### WORK REQUIRED:
Copy the records below exactly, leaving out any pictures.

### SUPPLIED DATA:

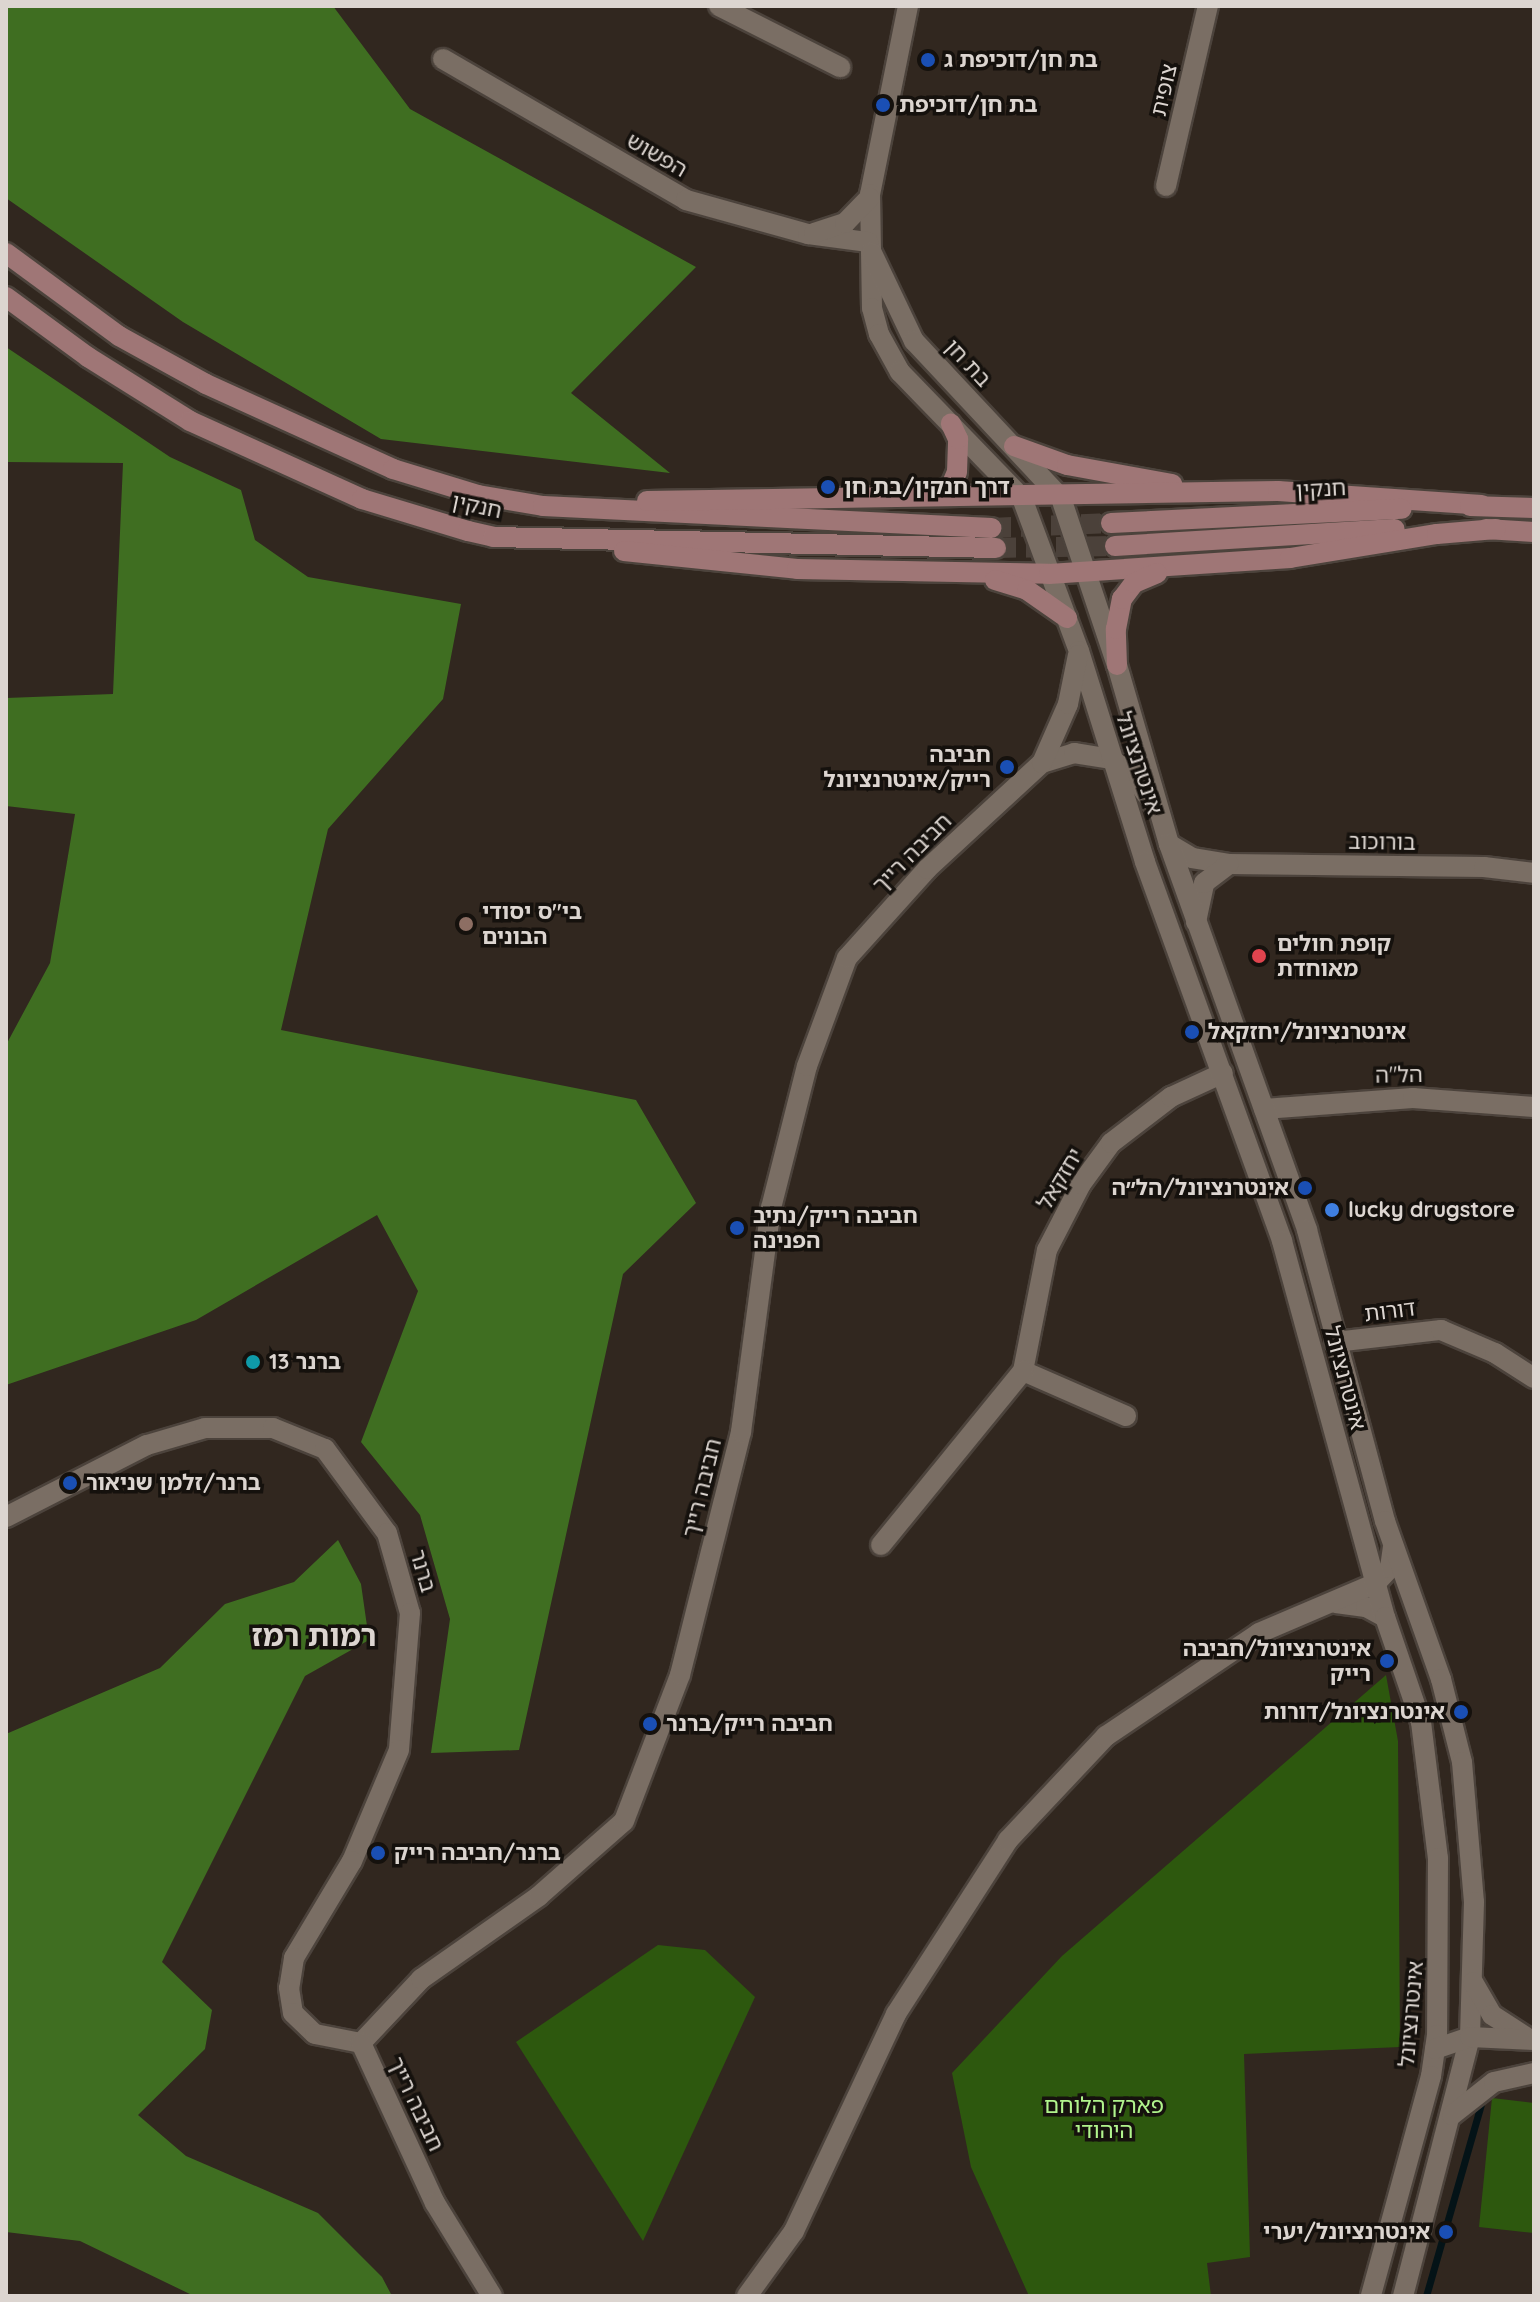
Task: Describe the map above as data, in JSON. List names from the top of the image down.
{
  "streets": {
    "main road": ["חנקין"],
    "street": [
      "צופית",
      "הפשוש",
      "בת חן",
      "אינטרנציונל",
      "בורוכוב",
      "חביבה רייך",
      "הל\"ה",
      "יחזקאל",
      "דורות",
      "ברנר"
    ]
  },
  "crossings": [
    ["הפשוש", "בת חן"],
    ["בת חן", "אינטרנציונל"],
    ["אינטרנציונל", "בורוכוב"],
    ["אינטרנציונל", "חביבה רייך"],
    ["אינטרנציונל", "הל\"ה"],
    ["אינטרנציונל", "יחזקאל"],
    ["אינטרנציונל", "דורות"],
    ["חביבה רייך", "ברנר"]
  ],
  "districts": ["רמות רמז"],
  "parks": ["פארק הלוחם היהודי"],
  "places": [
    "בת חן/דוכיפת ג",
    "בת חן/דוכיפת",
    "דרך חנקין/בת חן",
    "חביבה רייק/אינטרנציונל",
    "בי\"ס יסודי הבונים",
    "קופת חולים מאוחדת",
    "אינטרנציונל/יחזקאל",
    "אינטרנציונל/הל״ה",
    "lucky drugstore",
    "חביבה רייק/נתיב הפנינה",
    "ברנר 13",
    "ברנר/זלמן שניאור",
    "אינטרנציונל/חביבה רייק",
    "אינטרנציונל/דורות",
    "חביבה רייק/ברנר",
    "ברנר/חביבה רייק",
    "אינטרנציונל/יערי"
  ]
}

### SOLUTION FOR THIS TASK:
Task: Describe the map above as data, in JSON. List names from the top of the image down.
{
  "streets": {
    "main road": ["חנקין"],
    "street": [
      "צופית",
      "הפשוש",
      "בת חן",
      "אינטרנציונל",
      "בורוכוב",
      "חביבה רייך",
      "הל\"ה",
      "יחזקאל",
      "דורות",
      "ברנר"
    ]
  },
  "crossings": [
    ["הפשוש", "בת חן"],
    ["בת חן", "אינטרנציונל"],
    ["אינטרנציונל", "בורוכוב"],
    ["אינטרנציונל", "חביבה רייך"],
    ["אינטרנציונל", "הל\"ה"],
    ["אינטרנציונל", "יחזקאל"],
    ["אינטרנציונל", "דורות"],
    ["חביבה רייך", "ברנר"]
  ],
  "districts": ["רמות רמז"],
  "parks": ["פארק הלוחם היהודי"],
  "places": [
    "בת חן/דוכיפת ג",
    "בת חן/דוכיפת",
    "דרך חנקין/בת חן",
    "חביבה רייק/אינטרנציונל",
    "בי\"ס יסודי הבונים",
    "קופת חולים מאוחדת",
    "אינטרנציונל/יחזקאל",
    "אינטרנציונל/הל״ה",
    "lucky drugstore",
    "חביבה רייק/נתיב הפנינה",
    "ברנר 13",
    "ברנר/זלמן שניאור",
    "אינטרנציונל/חביבה רייק",
    "אינטרנציונל/דורות",
    "חביבה רייק/ברנר",
    "ברנר/חביבה רייק",
    "אינטרנציונל/יערי"
  ]
}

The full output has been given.